By Arra B. Francia
ACCELERATING PRICES of goods crimped the growth of some of the country’s top conglomerates in the third quarter, as margins contracted due to higher input costs.
Regina Capital Development Corp. Investment Analyst Rens V. Cruz II said macroeconomic headwinds such as faster inflation and the weaker peso affected the growth of big companies.
“The more obvious effect is through the increasing cost of production, including raw materials, imported ingredients, higher transportation & overhead costs,” Mr. Cruz said in a mobile message.
“The other less discernible impact — but with greater implication — revolves around a softer domestic demand. With purchasing power of consumers reduced significantly by high inflation, volume sales for local firms — especially for consumer companies — are impaired.”
For Unicapital Securities, Inc. Certified Securities Representative Cristopher Adrian T. San Pedro, conglomerates with food segments were the most affected by inflation.
Mr. San Pedro noted that San Miguel Corp. (SMC), for example, saw its net income drop by seven percent last quarter following elevated costs of goods sold (COGS) in addition to higher interest expense. San Miguel’s net income stood at P14.32 billion in the three-month period, lower than the P15.35 billion it posted a year ago, according to a regulatory filing.
“COGS increased by 31% to P603.66 billion due to increase in crude prices, effect of excise tax of Petron, and increase in cost of major raw materials of the food group. SMC’s gross profit margin declined from 8.4% in 3Q17 to 7.8% 3Q18 because of inflation,” Mr. San Pedro said in an e-mailed reply to questions.
Regina Capital’s Mr. Cruz shared this observation, saying that San Miguel’s food and beverage unit saw profit slide due to higher prices of raw materials. “Basically, lower year-on-year earnings coupled by higher cost leaves these companies with contracting margins, and ultimately, smaller share in profit,” Mr. Cruz said.
Unicapital’s Mr. San Pedro said higher prices also eroded margins of DMCI Holdings, Inc.’s construction unit, DM Consunji, Inc., to 12.2% last quarter, versus 17.7% in 2017’s comparable three months. In addition to higher prices, DMCI Holdings’ coal miner, Semirara Mining and Power Corp., was the bigger snag to third-quarter performance. Semirara sales dropped 24% to P16.14 billion following plant shutdowns due to maintenance and repair as well as bad weather. Consequently, DMCI Holdings’ net income fell 54% to P2.61 billion.
Mr. San Pedro said Ayala Corp. felt the pinch of inflation through its water unit, Manila Water Company, Inc., which booked a 13.2% fall in gross profit to P2.5 billion in the third quarter. Gross profit margin slipped to 52% from 63.2% in the same quarter last year. “Inflation was felt on Manila Water… This is due to the higher direct costs resulting from higher repairs and maintenance costs, and lower average consumption and especially in… Boracay Island Water Co.…” he explained.
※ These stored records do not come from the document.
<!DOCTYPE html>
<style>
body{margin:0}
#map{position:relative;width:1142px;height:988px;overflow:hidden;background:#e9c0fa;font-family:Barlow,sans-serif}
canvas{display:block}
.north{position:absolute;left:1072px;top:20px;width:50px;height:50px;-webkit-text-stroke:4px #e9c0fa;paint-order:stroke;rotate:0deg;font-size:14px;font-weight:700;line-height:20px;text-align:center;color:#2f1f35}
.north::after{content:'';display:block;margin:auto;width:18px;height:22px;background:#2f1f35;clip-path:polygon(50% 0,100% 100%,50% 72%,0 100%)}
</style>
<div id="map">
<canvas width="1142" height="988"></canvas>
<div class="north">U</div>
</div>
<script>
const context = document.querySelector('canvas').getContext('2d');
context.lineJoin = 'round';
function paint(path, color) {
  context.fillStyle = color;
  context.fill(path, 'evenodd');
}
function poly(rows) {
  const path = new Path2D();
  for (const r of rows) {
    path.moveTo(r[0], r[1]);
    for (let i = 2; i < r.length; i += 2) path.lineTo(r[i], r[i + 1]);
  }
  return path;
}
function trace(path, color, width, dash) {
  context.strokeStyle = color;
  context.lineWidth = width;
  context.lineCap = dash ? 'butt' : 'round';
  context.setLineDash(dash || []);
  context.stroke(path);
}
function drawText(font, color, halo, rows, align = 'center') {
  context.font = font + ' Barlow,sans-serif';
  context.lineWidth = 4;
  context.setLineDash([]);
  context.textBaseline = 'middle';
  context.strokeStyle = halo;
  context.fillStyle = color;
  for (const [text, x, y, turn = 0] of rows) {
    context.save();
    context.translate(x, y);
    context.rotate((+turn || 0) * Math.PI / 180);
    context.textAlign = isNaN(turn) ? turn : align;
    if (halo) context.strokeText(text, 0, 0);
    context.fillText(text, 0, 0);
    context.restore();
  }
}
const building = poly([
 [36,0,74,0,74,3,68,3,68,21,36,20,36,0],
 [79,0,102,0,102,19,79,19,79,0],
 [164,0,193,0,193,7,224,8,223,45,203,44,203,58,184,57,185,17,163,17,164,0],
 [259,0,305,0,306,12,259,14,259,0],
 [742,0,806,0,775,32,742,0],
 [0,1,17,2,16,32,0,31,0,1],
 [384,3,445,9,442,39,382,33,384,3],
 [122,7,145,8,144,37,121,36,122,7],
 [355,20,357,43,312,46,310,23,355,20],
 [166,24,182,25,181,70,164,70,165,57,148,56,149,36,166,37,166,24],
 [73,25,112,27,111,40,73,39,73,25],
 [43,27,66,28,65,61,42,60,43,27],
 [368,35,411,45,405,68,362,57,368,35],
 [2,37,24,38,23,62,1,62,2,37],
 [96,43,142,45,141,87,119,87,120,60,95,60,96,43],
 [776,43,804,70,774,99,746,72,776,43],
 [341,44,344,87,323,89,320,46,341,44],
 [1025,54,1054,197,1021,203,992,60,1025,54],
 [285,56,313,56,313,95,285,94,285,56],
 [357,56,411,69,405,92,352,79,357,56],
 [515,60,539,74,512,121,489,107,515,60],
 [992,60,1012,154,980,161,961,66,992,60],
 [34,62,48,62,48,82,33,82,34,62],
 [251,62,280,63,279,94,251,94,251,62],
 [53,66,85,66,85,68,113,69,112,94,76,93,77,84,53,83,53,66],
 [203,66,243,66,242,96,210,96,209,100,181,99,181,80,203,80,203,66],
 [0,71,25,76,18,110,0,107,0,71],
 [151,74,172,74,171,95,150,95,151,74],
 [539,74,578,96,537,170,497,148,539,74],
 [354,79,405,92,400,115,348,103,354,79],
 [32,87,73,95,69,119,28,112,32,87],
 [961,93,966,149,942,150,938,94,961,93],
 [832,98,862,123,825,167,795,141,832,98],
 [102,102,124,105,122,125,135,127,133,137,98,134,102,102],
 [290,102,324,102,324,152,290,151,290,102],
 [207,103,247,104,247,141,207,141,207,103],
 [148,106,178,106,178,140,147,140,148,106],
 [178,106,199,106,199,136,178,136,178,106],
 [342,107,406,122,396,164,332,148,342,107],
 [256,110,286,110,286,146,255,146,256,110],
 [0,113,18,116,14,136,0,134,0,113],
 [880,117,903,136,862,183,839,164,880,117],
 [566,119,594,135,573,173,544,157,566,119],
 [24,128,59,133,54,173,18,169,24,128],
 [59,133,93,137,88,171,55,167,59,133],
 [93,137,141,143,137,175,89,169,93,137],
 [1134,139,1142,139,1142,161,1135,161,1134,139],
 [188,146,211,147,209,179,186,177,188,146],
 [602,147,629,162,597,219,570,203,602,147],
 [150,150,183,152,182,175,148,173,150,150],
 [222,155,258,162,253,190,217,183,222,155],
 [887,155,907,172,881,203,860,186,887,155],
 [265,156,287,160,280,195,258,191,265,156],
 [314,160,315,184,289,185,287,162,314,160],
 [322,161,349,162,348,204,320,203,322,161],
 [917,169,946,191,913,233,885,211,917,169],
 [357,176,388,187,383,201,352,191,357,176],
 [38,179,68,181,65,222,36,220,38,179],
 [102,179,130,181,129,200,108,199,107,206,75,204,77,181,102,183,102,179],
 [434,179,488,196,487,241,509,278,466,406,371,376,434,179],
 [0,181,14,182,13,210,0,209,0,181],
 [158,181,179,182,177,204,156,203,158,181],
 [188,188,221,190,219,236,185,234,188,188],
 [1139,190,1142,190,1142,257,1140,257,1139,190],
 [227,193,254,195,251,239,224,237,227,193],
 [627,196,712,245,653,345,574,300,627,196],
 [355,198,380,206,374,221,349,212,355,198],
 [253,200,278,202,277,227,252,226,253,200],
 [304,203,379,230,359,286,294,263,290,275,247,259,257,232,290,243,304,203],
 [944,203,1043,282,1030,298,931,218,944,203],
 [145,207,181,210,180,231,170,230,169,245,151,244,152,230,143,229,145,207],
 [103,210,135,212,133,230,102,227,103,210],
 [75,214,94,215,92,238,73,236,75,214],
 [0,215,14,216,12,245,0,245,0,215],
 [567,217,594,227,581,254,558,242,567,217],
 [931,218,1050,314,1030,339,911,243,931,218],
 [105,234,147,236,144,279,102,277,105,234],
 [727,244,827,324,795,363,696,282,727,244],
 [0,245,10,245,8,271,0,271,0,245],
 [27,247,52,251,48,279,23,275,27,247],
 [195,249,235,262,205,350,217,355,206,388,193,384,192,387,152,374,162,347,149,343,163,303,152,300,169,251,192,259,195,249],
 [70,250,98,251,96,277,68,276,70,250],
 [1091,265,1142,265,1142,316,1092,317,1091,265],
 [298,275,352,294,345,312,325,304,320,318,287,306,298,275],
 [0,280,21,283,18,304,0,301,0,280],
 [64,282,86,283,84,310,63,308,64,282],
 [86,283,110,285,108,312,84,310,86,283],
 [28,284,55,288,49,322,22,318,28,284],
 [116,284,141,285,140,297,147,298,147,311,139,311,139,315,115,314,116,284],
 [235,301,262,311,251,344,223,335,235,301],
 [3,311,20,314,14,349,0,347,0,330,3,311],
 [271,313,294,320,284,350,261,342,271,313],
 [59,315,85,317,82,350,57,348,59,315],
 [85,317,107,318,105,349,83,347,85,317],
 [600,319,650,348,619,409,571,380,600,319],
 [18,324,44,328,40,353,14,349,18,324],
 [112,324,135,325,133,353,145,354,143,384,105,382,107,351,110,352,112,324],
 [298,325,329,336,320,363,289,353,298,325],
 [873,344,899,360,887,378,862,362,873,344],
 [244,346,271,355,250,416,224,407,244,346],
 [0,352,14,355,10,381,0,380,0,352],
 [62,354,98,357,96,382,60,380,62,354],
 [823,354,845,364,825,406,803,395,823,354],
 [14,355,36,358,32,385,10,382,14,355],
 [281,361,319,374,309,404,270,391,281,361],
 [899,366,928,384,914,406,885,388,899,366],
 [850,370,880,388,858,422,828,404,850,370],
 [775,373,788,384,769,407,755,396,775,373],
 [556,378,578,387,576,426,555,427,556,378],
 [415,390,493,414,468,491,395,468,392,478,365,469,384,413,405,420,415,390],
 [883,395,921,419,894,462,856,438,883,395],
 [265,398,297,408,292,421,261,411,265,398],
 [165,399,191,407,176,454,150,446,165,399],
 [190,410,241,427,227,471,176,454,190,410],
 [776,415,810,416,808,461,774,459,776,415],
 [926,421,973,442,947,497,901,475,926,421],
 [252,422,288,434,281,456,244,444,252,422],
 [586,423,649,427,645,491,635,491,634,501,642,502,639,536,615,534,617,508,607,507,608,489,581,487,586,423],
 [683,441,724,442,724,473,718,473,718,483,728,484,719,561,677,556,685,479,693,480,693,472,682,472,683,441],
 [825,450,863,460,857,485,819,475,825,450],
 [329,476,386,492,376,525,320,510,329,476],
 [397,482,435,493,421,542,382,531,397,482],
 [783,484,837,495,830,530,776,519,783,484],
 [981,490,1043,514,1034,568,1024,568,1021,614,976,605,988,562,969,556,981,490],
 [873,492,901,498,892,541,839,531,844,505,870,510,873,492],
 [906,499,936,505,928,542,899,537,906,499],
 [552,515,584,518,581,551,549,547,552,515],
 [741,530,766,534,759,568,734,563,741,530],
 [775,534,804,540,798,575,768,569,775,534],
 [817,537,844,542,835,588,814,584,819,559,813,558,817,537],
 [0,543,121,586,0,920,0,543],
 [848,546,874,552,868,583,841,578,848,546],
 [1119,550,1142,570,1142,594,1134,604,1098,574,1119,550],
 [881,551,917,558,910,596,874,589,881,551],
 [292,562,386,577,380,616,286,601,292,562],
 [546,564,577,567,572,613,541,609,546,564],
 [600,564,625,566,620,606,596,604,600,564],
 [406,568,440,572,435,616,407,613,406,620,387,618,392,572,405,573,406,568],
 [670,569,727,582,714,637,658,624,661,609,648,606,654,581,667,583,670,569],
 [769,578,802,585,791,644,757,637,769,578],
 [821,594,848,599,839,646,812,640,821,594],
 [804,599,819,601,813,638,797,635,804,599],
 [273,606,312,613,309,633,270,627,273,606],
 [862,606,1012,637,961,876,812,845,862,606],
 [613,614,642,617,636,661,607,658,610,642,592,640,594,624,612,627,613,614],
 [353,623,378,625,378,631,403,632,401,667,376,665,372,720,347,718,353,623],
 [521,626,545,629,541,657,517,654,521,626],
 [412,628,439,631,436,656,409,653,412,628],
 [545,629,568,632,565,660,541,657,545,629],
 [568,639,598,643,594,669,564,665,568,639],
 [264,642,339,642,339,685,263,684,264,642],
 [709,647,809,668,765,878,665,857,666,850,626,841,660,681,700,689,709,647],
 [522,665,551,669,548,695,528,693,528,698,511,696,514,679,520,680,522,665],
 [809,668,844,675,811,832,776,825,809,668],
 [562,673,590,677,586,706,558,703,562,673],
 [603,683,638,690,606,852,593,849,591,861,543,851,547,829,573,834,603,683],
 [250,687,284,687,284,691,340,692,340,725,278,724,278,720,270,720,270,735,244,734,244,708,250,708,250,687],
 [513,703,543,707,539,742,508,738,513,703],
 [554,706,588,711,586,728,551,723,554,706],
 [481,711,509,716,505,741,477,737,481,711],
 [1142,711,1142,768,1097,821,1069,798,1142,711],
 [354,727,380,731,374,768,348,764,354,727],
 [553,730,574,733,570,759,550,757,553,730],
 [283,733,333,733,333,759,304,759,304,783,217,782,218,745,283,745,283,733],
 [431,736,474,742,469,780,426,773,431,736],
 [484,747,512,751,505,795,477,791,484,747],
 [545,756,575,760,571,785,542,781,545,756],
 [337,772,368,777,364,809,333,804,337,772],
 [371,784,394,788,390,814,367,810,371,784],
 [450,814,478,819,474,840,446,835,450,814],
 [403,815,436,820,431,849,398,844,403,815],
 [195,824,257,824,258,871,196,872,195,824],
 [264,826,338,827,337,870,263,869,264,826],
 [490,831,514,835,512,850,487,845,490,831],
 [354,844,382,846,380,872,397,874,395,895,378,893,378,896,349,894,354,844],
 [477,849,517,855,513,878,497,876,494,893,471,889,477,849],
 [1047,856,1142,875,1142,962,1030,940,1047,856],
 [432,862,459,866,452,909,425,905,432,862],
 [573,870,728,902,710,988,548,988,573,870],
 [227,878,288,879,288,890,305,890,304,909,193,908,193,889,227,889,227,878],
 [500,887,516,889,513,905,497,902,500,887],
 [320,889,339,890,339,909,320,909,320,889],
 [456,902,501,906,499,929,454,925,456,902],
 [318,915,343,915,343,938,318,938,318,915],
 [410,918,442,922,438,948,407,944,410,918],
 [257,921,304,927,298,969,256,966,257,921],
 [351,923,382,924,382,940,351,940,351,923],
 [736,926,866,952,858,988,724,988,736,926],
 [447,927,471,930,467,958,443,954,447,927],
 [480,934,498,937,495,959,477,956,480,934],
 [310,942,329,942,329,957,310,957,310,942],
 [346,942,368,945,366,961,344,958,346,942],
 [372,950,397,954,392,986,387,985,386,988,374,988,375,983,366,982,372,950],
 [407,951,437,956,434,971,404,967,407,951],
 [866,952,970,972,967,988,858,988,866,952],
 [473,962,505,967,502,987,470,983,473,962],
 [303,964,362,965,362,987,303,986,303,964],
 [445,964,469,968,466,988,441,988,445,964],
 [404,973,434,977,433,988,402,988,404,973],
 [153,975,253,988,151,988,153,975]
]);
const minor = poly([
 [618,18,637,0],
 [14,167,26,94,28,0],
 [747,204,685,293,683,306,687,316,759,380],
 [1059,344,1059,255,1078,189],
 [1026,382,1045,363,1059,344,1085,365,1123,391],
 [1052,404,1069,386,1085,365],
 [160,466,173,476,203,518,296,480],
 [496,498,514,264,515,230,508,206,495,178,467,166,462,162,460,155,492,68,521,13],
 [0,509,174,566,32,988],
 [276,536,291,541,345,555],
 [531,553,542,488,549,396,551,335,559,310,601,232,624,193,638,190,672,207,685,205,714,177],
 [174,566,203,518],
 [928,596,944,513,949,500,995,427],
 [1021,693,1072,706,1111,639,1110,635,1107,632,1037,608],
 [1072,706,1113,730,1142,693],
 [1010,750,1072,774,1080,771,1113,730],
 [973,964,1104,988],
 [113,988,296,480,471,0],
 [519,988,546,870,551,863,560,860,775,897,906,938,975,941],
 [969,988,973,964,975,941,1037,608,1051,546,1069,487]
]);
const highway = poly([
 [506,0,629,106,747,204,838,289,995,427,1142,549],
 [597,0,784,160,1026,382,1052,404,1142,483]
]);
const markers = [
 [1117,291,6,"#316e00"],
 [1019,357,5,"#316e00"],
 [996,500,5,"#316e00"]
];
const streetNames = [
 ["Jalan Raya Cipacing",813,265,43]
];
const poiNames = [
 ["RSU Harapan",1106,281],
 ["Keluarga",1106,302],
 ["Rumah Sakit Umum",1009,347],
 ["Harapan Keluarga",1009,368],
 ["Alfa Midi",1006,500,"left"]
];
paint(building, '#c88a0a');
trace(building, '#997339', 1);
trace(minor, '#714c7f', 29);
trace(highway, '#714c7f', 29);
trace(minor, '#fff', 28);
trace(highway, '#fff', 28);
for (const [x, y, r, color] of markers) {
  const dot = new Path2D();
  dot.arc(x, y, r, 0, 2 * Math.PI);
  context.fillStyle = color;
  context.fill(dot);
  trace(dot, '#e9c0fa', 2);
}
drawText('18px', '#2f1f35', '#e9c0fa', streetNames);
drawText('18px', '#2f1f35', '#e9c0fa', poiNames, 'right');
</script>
Ayala’s third-quarter earnings dipped five percent to P7.8 billion, weighed down as well by its banking and industrial units.
SM Investments Corp. continued to be buoyed by its property unit, even as retail operations saw net income margin trimmed to 4.1% in the nine months to September from 4.3% a year ago. In the third quarter alone, SM Retail’s net income slumped by 12%.
“Despite the growth slowdown in retail, there might be a boost in 4Q, especially with strong SSSG (same-store sales growth) seen for department and specialty stores. SMPH should also unfold upside potentials with the expansion of its leasing operations,” F. Yap Securities, Inc. said in a report, referring to SM Prime Holdings, Inc.
For GT Capital Holdings, Inc., increased prices of auto units due to higher excise tax rates that kicked in last January continued to erode car sales. “Decline in car sales for GTCAP is, again, due to the higher selling prices, causing a decline in demand… The automotive business segment’s rough performance was offset by the strong results from the banking sector,” Unicapital Securities Junior Analyst King de Mesa said in an e-mail.
Despite the slower auto sales, the company managed to increase its net income by six percent to P3.8 billion last quarter due to strong sales from its property unit, Federal Land, Inc.
“On the whole, all were affected but in varying degrees. How much they import will have a direct bearing on their bottom lines, given the weaker peso,” PNB Securities, Inc. President Manuel Antonio G. Lisbona said via text.
“Higher inflation rates will also prompt our monetary authorities to raise rates, which in turn raise interest costs and reduce profits.”